Task details: Where the records below begin, start copying, and stop after the line that contains "M72 92 92 95 87 134 82 139 67 97Z"; reproduce every line exactly but omit pictures.

Supplied data:
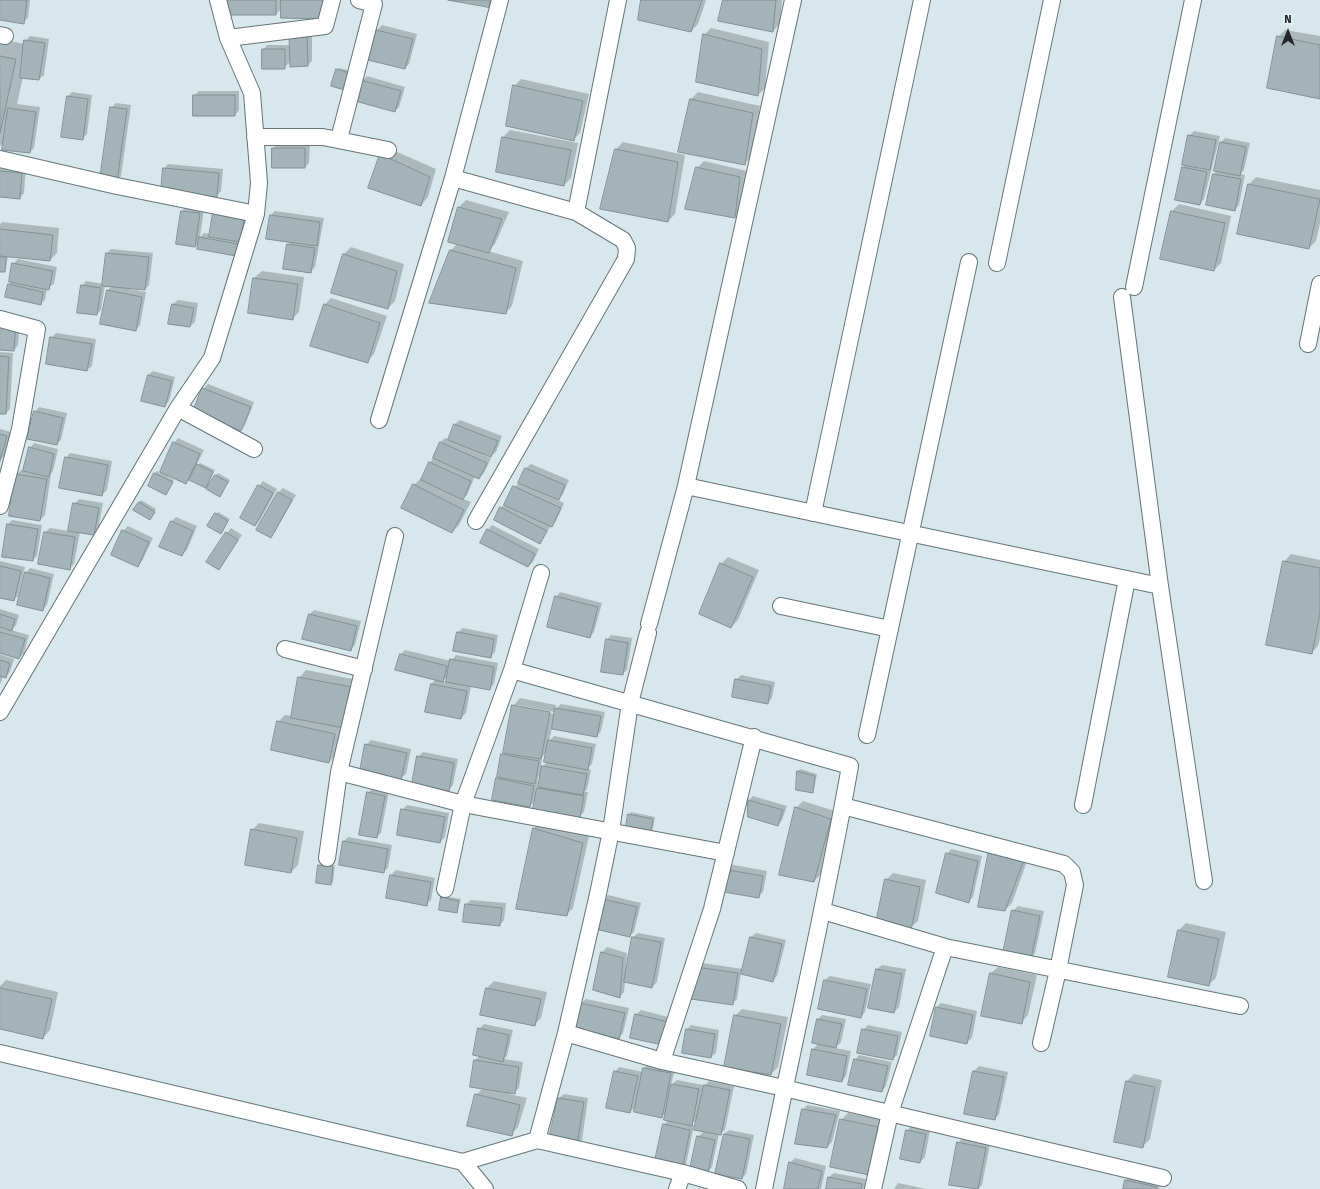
<!DOCTYPE html>
<style>
body{margin:0}
#map{position:relative;width:1320px;height:1189px;overflow:hidden;background:#d7e7eb;font-family:"Fira Sans",sans-serif}
canvas{display:block}
.north{position:absolute;left:1268px;top:12px;width:40px;height:40px;-webkit-text-stroke:3px #e4f4f8;paint-order:stroke;rotate:0deg;font-size:11px;font-weight:700;line-height:16px;text-align:center;color:#212628}
.north::after{content:'';display:block;margin:auto;width:14px;height:18px;background:#212628;clip-path:polygon(50% 0,100% 100%,50% 72%,0 100%)}
</style>
<div id="map">
<canvas width="1320" height="1189"></canvas>
<div class="north">N</div>
</div>
<script>
const context = document.querySelector('canvas').getContext('2d');
context.lineJoin = 'round';
function paint(path, color) { context.fillStyle = color; context.fill(path, 'evenodd'); }
function stroke(path, color, width, dash) { context.strokeStyle = color; context.lineWidth = width; context.lineCap = dash ? 'butt' : 'round'; context.setLineDash(dash || []); context.stroke(path); }
const shadow = new Path2D(`
 M0 0H30L28 18 23 22 0 19Z
 M226 0H332L282 8 276 14Z
 M642 0H706L698 24 691 31Z
 M724 0H782L780 24 773 31Z
 M382 25 417 34 409 64 405 68 369 59 377 30Z
 M711 28 769 42 765 88 758 95 697 81 704 35Z
 M312 30V61L308 65 291 61 284 68 263 50 267 45H291Z
 M1285 30 1320 36V98L1278 37Z
 M30 36 49 39 44 75 39 79 23 77 17 104 40 107 34 148 30 152 4 142 0 146V39L25 44V41Z
 M339 68 355 72 349 88 337 70Z
 M367 76 405 87 399 107 395 111 362 81Z
 M521 79 589 94 580 133 573 140 514 86Z
 M199 91H239V110L235 115 194 96Z
 M72 92 92 95 87 134 82 139 67 97Z
 M698 92 760 106 751 157 744 164 690 100Z
 M116 103 131 105 121 176 117 181 111 108Z
 M510 130 578 143 571 178 564 185 497 171 503 137Z
 M1194 131 1220 136 1204 199 1200 204 1183 168 1186 164 1189 136Z
 M1225 138 1250 143 1244 170 1240 174 1245 175 1239 205 1234 210 1208 205 1214 174 1218 170 1221 142Z
 M623 142 685 155 675 214 668 221 616 149Z
 M278 144H310L309 163 305 167 273 148Z
 M388 148 436 169 428 197 421 205 369 187Z
 M704 161 747 171 741 210 734 217 697 168Z
 M168 164 223 169 221 191 216 196 164 169Z
 M0 166 26 168 24 193 19 198 0 196Z
 M1256 177 1320 190V223L1316 241 1309 248 1249 184Z
 M466 200 509 212 495 244 488 251 523 261 512 306 505 313 430 302 451 250 458 243 449 241 459 207Z
 M1179 204 1231 216 1221 263 1214 270 1172 211Z
 M186 207 204 209 200 237 204 233 211 234 248 214 240 250 199 242 195 246 182 211Z
 M275 211 324 218 315 267 310 272 288 245 291 241 271 215Z
 M2 222 59 228 57 253 50 260 8 255 6 269 4 271H0V224Z
 M351 247 404 264 395 301 388 308 332 292 344 254Z
 M111 249 153 253 149 285 145 289 129 288V289L146 292 140 325 136 330 108 290 112 286 105 285 101 310 97 314 82 286 86 281 104 284 107 253Z
 M18 259 57 267 54 284 47 288 45 300 40 304 9 284 11 282 13 264Z
 M262 271 304 277 299 312 292 319 254 278Z
 M331 298 387 316 374 354 367 362 324 305Z
 M178 300 198 303 195 322 190 326 173 304Z
 M20 319 18 345 14 350 0 349Z
 M56 333 96 339 92 366 87 370 51 338Z
 M0 352 13 353 10 409 6 413H0Z
 M153 371 175 377 169 401 165 406 148 375Z
 M208 384 254 402 245 425 241 430 203 389Z
 M39 407 67 413 61 440 57 444 35 412Z
 M460 420 502 436 496 452 491 456 482 453V454L491 458 484 473 479 478 475 476 467 495 463 499 471 502 459 525 452 532 414 485 421 478 422 479 441 442 445 438 449 439 455 424Z
 M0 429 11 432 5 455 0 460Z
 M178 438 204 450 196 466 200 463 215 470 206 487 190 479 186 483 169 475 168 477 174 480 166 494 149 485 155 473 157 471 160 473 174 443Z
 M34 443 58 449 53 471 51 474 45 515 40 520 16 475 21 470 24 471 30 448Z
 M70 453 112 461 107 490 102 495 66 458Z
 M531 464 569 480 563 494 558 500 564 503 556 521 551 526 540 542 495 519 514 487 520 483 526 468Z
 M218 473 230 480 221 494 216 475Z
 M263 481 277 489 260 520 255 525 259 486Z
 M283 488 296 495 275 532 271 537 279 492Z
 M79 499 103 503 98 530 94 534 80 532 74 564 69 569 45 532 50 528 69 531 74 504Z
 M141 500 156 509 151 517 135 510Z
 M218 512 230 519 221 533 216 514Z
 M176 517 197 526 187 550 182 555 171 522Z
 M12 520 42 525 37 556 32 560 7 525Z
 M492 525 539 549 533 562 528 566 488 530Z
 M128 526 153 538 142 561 138 566 123 531Z
 M231 528 242 535 219 569 227 533Z
 M1291 554 1320 560V638L1318 646 1311 653 1284 562Z
 M728 557 759 570 738 620 731 627 721 564Z
 M0 561 25 567 18 596 13 600 0 597Z
 M30 568 54 574 47 605 42 610 26 573Z
 M560 592 602 603 594 632 590 637 556 597Z
 M0 609 19 615 16 625 11 630 29 635 24 653 19 658 0 652Z
 M314 610 361 621 355 645 350 650 309 615Z
 M463 628 498 635 495 652 490 657 458 632Z
 M611 635 632 638 627 670 622 674 607 640Z
 M405 650 451 661 456 655 498 663 494 684 489 689 471 686 466 713 461 718 431 684 436 679 401 654ZM449 675 447 682 443 681Z
 M0 654 14 659 10 672 5 677 3 676 0 685Z
 M306 670 358 680 336 755 329 762 278 722 285 715 292 716 299 678Z
 M741 675 775 682 772 698 767 703 736 680Z
 M520 698 556 705 555 710 561 704 605 712 601 731 597 736 552 728 549 741 554 736 596 744 592 764 587 769 591 770 587 789 585 792H588L584 812 579 817 536 800 530 806 497 779 499 777 502 755 504 753 513 706ZM517 705 555 712 554 714 517 707ZM547 751 548 761 541 768 542 757ZM539 775 541 776 540 786 536 790 538 781H537Z
 M371 740 411 749 406 774 401 778 366 745Z
 M423 752 458 759 453 785 449 790 418 757Z
 M800 769 817 774 814 789 812 791 797 789 798 771Z
 M373 788 389 791 381 833 376 837 368 793Z
 M753 796 787 806 782 820 778 825 749 800Z
 M803 801 838 812 821 874 814 881 796 808Z
 M407 805 449 813 445 837 440 842 402 810Z
 M631 812 655 817 653 828 651 830 627 825Z
 M541 821 589 836 573 908 566 915 534 828Z
 M259 823 304 831 298 865 291 872 252 830Z
 M348 837 392 845 388 868 383 872 344 841Z
 M951 849 982 856 973 897 969 901 947 854Z
 M990 851 1030 853 1012 903 1005 910Z
 M321 864 335 865 333 882 331 884 319 866Z
 M728 864 767 871 763 892 758 897 720 890Z
 M396 870 435 878 431 900 426 904 387 897 391 875Z
 M893 873 926 880 918 921 910 928 886 880Z
 M608 895 641 903 634 932 629 936 603 899Z
 M444 896 461 899 457 912 442 898Z
 M471 900 506 903 504 920 500 925 466 904Z
 M1018 906 1044 911 1035 953 1031 958 1013 911Z
 M1186 923 1226 932 1216 978 1208 985 1179 930Z
 M638 933 665 938 657 982 652 987 625 982 624 992 620 997 594 989 602 952 607 947 627 953 626 969H627L633 937Z
 M756 933 786 940 777 976 772 981 741 973 737 999 732 1004 692 998 702 963 743 969 751 937Z
 M882 965 906 969 899 1007 894 1012 869 1007 877 969Z
 M998 967 1037 975 1028 1015 1021 1023 990 974Z
 M830 976 871 984 865 1012 861 1017 825 980Z
 M6 980 58 992 50 1030 43 1038 0 1028V986Z
 M494 981 547 992 541 1018 534 1025 481 1014 487 988Z
 M586 999 629 1008 623 1033 619 1038 576 1028 581 1003Z
 M941 1003 977 1011 972 1038 967 1042 936 1008Z
 M742 1009 788 1017 778 1067 771 1074 735 1016Z
 M641 1010 672 1018 668 1039 636 1015Z
 M822 1015 846 1019 841 1042 835 1048 851 1051 846 1076 842 1081 813 1049 819 1043 818 1019Z
 M484 1024 513 1030 507 1056 504 1059 523 1062 519 1088 514 1093 510 1092 509 1094 527 1098 518 1127 511 1134 476 1095 483 1088 475 1060 480 1056 479 1029Z
 M691 1025 719 1030 716 1053 711 1057 686 1030Z
 M868 1025 902 1032 897 1055 893 1059 863 1030Z
 M859 1055 892 1062 886 1086 882 1091 855 1060Z
 M649 1063 675 1069 671 1085 677 1080 703 1085V1087L709 1081 734 1086 725 1130 719 1134 712 1167 707 1172 698 1137 704 1131 698 1118 691 1125H694L686 1165 681 1170 664 1125 668 1120 667 1112 661 1117 636 1106 630 1112 615 1072 619 1067 643 1072 644 1068Z
 M979 1066 1008 1072 999 1114 995 1119 966 1113 974 1071Z
 M1134 1074 1162 1080 1150 1139 1143 1146 1127 1081Z
 M564 1094 588 1098 582 1140 577 1144 550 1138 559 1098Z
 M807 1105 840 1111 832 1142 827 1147 803 1110Z
 M848 1113 885 1120 868 1174 841 1120Z
 M911 1126 930 1130 925 1157 920 1162 907 1131Z
 M729 1130 754 1135 746 1174 742 1178 724 1134Z
 M963 1138 990 1144 982 1185 978 1189 950 1185 958 1143Z
 M795 1158 826 1166 821 1189H785L790 1163Z
 M834 1173 866 1179 864 1189H827L829 1177Z
 M1131 1176 1161 1182 1159 1189H1124L1126 1180Z
 M898 1183 926 1189H894Z`);
const building = new Path2D(`
 M0 0H27L24 24 0 20Z
 M225 0H276V15H225Z
 M281 0H327L323 19 281 18Z
 M448 0H490L489 7Z
 M641 0H702L691 32 638 20Z
 M723 0H776L773 32 718 21Z
 M376 30 413 39 405 69 368 60Z
 M307 34 308 66 290 67 289 35Z
 M703 34 762 49 758 96 696 82Z
 M1277 36 1320 45V99L1267 88Z
 M24 40 45 43 39 80 20 78Z
 M262 49H285V69H262Z
 M0 56 16 59 0 133Z
 M336 69 353 74 348 91 331 86Z
 M361 80 401 91 395 112 355 101Z
 M513 85 583 101 574 141 506 126Z
 M193 95H235V116H193Z
 M67 96 88 99 83 140 61 137Z
 M690 99 753 113 745 165 678 152Z
 M110 107 127 109 117 182 100 179Z
 M8 108 36 112 30 153 2 150Z
 M1188 135 1216 140 1210 170 1182 165Z
 M502 137 571 150 564 186 496 172Z
 M1220 142 1246 147 1240 176 1214 171Z
 M272 148H305V168H272Z
 M615 149 678 162 668 222 600 209Z
 M380 154 430 177 421 206 368 188Z
 M696 167 740 177 735 218 685 209Z
 M1182 167 1207 172 1200 205 1175 200Z
 M163 168 219 173 217 197 161 192Z
 M0 171 22 173 20 199 0 197Z
 M1213 174 1241 179 1235 211 1206 205Z
 M1248 184 1320 199 1309 249 1237 234Z
 M458 207 502 219 489 253 448 242Z
 M181 211 200 213 195 247 176 244Z
 M1171 211 1225 223 1214 271 1160 259Z
 M213 213 244 219 240 242 209 237Z
 M270 215 320 222 317 246 266 239Z
 M0 229 53 235 50 261 0 256Z
 M199 237 238 244 236 256 197 249Z
 M287 244 315 248 311 273 283 269Z
 M450 250 516 268 506 314 429 303Z
 M106 253 149 257 145 290 102 286Z
 M343 254 397 271 388 309 331 293Z
 M0 257H6L5 272H0Z
 M12 263 53 271 49 290 9 282Z
 M253 278 298 284 293 320 248 313Z
 M8 284 43 292 41 305 5 297Z
 M81 285 101 288 97 315 77 313Z
 M107 290 142 297 136 331 100 324Z
 M172 304 194 308 190 327 168 324Z
 M324 304 380 323 368 363 310 346Z
 M0 322 16 323 14 351 0 350Z
 M50 337 92 344 87 371 46 364Z
 M0 356 9 357 6 414H0Z
 M148 375 172 381 165 407 141 401Z
 M202 388 251 407 241 431 193 412Z
 M34 411 63 418 57 445 27 439Z
 M454 424 498 441 491 457 448 440Z
 M0 434 7 436 0 461Z
 M173 442 200 454 186 484 160 472Z
 M440 442 487 463 479 479 433 458Z
 M29 447 54 454 49 477 23 471Z
 M65 457 108 465 102 496 59 488Z
 M429 462 471 481 463 500 421 480Z
 M197 464 213 472 206 488 189 480Z
 M525 468 565 485 559 500 518 483Z
 M154 473 173 482 166 495 148 486Z
 M15 474 47 479 40 521 9 516Z
 M215 475 228 482 220 497 206 489Z
 M413 484 464 510 452 533 401 508Z
 M258 485 273 493 255 526 240 518Z
 M513 486 561 508 552 527 504 505Z
 M278 492 292 500 271 538 256 530Z
 M139 502 155 512 150 520 133 510Z
 M73 503 99 508 94 535 68 531Z
 M500 507 547 531 540 544 494 520Z
 M215 513 228 521 221 534 207 526Z
 M171 521 193 531 182 556 159 547Z
 M7 524 38 529 33 561 2 557Z
 M487 529 535 554 528 567 480 543Z
 M122 530 149 542 138 567 111 555Z
 M44 532 75 537 70 570 38 564Z
 M226 532 238 540 219 570 206 562Z
 M1283 561 1320 568V613L1312 654 1266 645Z
 M720 563 753 577 731 628 699 614Z
 M0 566 21 571 14 601 0 598Z
 M25 572 50 578 43 611 17 605Z
 M555 596 598 607 590 638 547 627Z
 M0 614 15 619 12 631 0 627Z
 M309 614 357 626 351 651 302 639Z
 M0 632 25 639 19 659 0 653Z
 M457 632 494 639 491 658 453 651Z
 M606 639 628 643 623 675 601 672Z
 M400 654 447 666 443 682 395 670Z
 M450 659 494 667 490 690 446 682Z
 M0 660 10 663 6 678 0 676Z
 M298 677 352 687 344 728 291 718Z
 M735 679 771 686 768 704 732 697Z
 M431 684 467 691 461 719 425 712Z
 M512 705 550 712 541 759 503 753Z
 M555 708 601 716 597 737 552 729Z
 M277 721 335 734 329 763 271 750Z
 M548 740 592 748 588 770 544 762Z
 M365 744 407 753 401 780 360 771Z
 M501 754 539 761 535 784 497 777Z
 M417 756 454 763 449 791 412 784Z
 M542 766 587 774 583 795 538 787Z
 M797 771 815 776 813 793 796 790Z
 M496 778 534 786 530 807 492 800Z
 M537 788 584 796 580 818 533 810Z
 M367 792 385 796 377 838 359 835Z
 M748 800 783 810 778 826 748 817Z
 M795 807 831 819 814 882 779 875Z
 M401 809 445 817 440 843 397 835Z
 M628 814 653 819 651 831 626 826Z
 M533 828 583 843 567 916 516 909Z
 M251 829 297 838 291 873 245 865Z
 M343 841 388 849 384 873 339 865Z
 M989 850 1024 860 1005 911 978 907Z
 M946 853 978 861 969 903 936 893Z
 M318 865 333 867 331 885 316 883Z
 M722 869 763 876 759 898 718 891Z
 M390 875 431 882 427 906 386 898Z
 M885 879 920 887 911 930 876 923Z
 M441 897 459 901 457 913 439 910Z
 M602 899 637 907 630 937 595 929Z
 M465 904 502 908 500 926 463 922Z
 M1012 910 1040 916 1031 959 1003 953Z
 M1178 930 1219 939 1209 986 1168 977Z
 M632 937 661 942 652 988 624 982Z
 M750 937 782 944 773 982 741 974Z
 M601 952 623 958 620 998 593 990Z
 M696 967 738 973 733 1005 691 999Z
 M876 969 902 974 894 1013 868 1008Z
 M990 973 1030 982 1022 1024 981 1016Z
 M824 980 867 989 861 1018 818 1009Z
 M0 988 52 999 43 1039 0 1029Z
 M486 988 541 999 535 1026 480 1015Z
 M580 1003 625 1013 619 1039 574 1028Z
 M936 1007 973 1015 967 1044 930 1036Z
 M635 1014 668 1022 663 1045 630 1038Z
 M734 1015 781 1024 771 1075 724 1067Z
 M817 1019 842 1024 836 1048 812 1043Z
 M478 1028 509 1035 503 1062 473 1055Z
 M686 1029 715 1034 711 1058 682 1053Z
 M862 1029 898 1036 893 1060 857 1053Z
 M812 1049 847 1056 842 1082 807 1075Z
 M854 1059 888 1066 882 1092 848 1085Z
 M474 1060 519 1067 515 1094 470 1087Z
 M643 1068 671 1073 662 1118 634 1112Z
 M614 1071 638 1076 630 1113 606 1108Z
 M973 1071 1004 1077 995 1120 964 1114Z
 M1126 1081 1155 1087 1143 1148 1114 1142Z
 M671 1084 699 1089 692 1126 664 1120Z
 M704 1085 730 1090 721 1135 694 1130Z
 M475 1094 520 1105 512 1136 467 1126Z
 M558 1098 584 1102 577 1145 549 1139Z
 M802 1109 836 1115 827 1148 795 1144Z
 M840 1119 878 1127 869 1175 830 1167Z
 M663 1124 690 1130 682 1171 654 1165Z
 M906 1130 926 1134 920 1163 900 1159Z
 M724 1134 750 1139 742 1179 715 1174Z
 M697 1136 715 1140 708 1173 690 1169Z
 M957 1142 986 1148 978 1189 949 1185Z
 M789 1162 822 1171 818 1189H784Z
 M828 1177 862 1184 861 1189H826Z
 M1125 1180 1157 1187 1156 1189H1123Z`);
const street = new Path2D(`
 M0 35 5 36
 M228 38 325 26 332 0
 M255 137H323L388 150
 M339 139 374 4 359 0
 M0 159 117 186 256 214
 M453 178 500 0
 M576 212 618 0
 M997 263 1052 0
 M1134 287 1193 0
 M1122 297 1160 586 1204 881
 M0 319 37 329 20 429 0 506
 M1308 344 1320 284
 M178 408 254 449
 M379 420 453 178 576 212 623 240 627 248 626 259 476 521
 M686 486 1160 586
 M813 513 922 0
 M781 606 890 629
 M649 624 686 486 793 0
 M285 649 364 669
 M512 670 541 573
 M0 712 178 408 212 358 256 214 259 183 252 93 228 38 218 0
 M867 735 969 262
 M339 772 463 804 726 853
 M1083 805 1127 579
 M843 806 1064 864 1072 872 1075 885 1058 970 1041 1043
 M327 858 339 772 395 536
 M445 889 463 804 512 670 850 766C825 908 792 1048 764 1189
 M823 911 945 947 1240 1006
 M566 1033 662 1061 784 1088 1163 1178
 M0 1053 463 1162 537 1140 683 1173 738 1189
 M662 1061 712 909 754 737
 M537 1140 566 1033 598 894 611 831 630 703 648 633
 M463 1162 485 1189
 M677 1189 683 1173
 M873 1189 890 1113 945 947`);
paint(shadow, '#0003');
paint(building, '#a4b3b7');
stroke(building, '#829094', 1);
stroke(street, '#667478', 18);
stroke(street, '#fff', 16);
</script>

Task answer:
<!DOCTYPE html>
<style>
body{margin:0}
#map{position:relative;width:1320px;height:1189px;overflow:hidden;background:#d7e7eb;font-family:"Fira Sans",sans-serif}
canvas{display:block}
.north{position:absolute;left:1268px;top:12px;width:40px;height:40px;-webkit-text-stroke:3px #e4f4f8;paint-order:stroke;rotate:0deg;font-size:11px;font-weight:700;line-height:16px;text-align:center;color:#212628}
.north::after{content:'';display:block;margin:auto;width:14px;height:18px;background:#212628;clip-path:polygon(50% 0,100% 100%,50% 72%,0 100%)}
</style>
<div id="map">
<canvas width="1320" height="1189"></canvas>
<div class="north">N</div>
</div>
<script>
const context = document.querySelector('canvas').getContext('2d');
context.lineJoin = 'round';
function paint(path, color) { context.fillStyle = color; context.fill(path, 'evenodd'); }
function stroke(path, color, width, dash) { context.strokeStyle = color; context.lineWidth = width; context.lineCap = dash ? 'butt' : 'round'; context.setLineDash(dash || []); context.stroke(path); }
const shadow = new Path2D(`
 M0 0H30L28 18 23 22 0 19Z
 M226 0H332L282 8 276 14Z
 M642 0H706L698 24 691 31Z
 M724 0H782L780 24 773 31Z
 M382 25 417 34 409 64 405 68 369 59 377 30Z
 M711 28 769 42 765 88 758 95 697 81 704 35Z
 M312 30V61L308 65 291 61 284 68 263 50 267 45H291Z
 M1285 30 1320 36V98L1278 37Z
 M30 36 49 39 44 75 39 79 23 77 17 104 40 107 34 148 30 152 4 142 0 146V39L25 44V41Z
 M339 68 355 72 349 88 337 70Z
 M367 76 405 87 399 107 395 111 362 81Z
 M521 79 589 94 580 133 573 140 514 86Z
 M199 91H239V110L235 115 194 96Z
 M72 92 92 95 87 134 82 139 67 97Z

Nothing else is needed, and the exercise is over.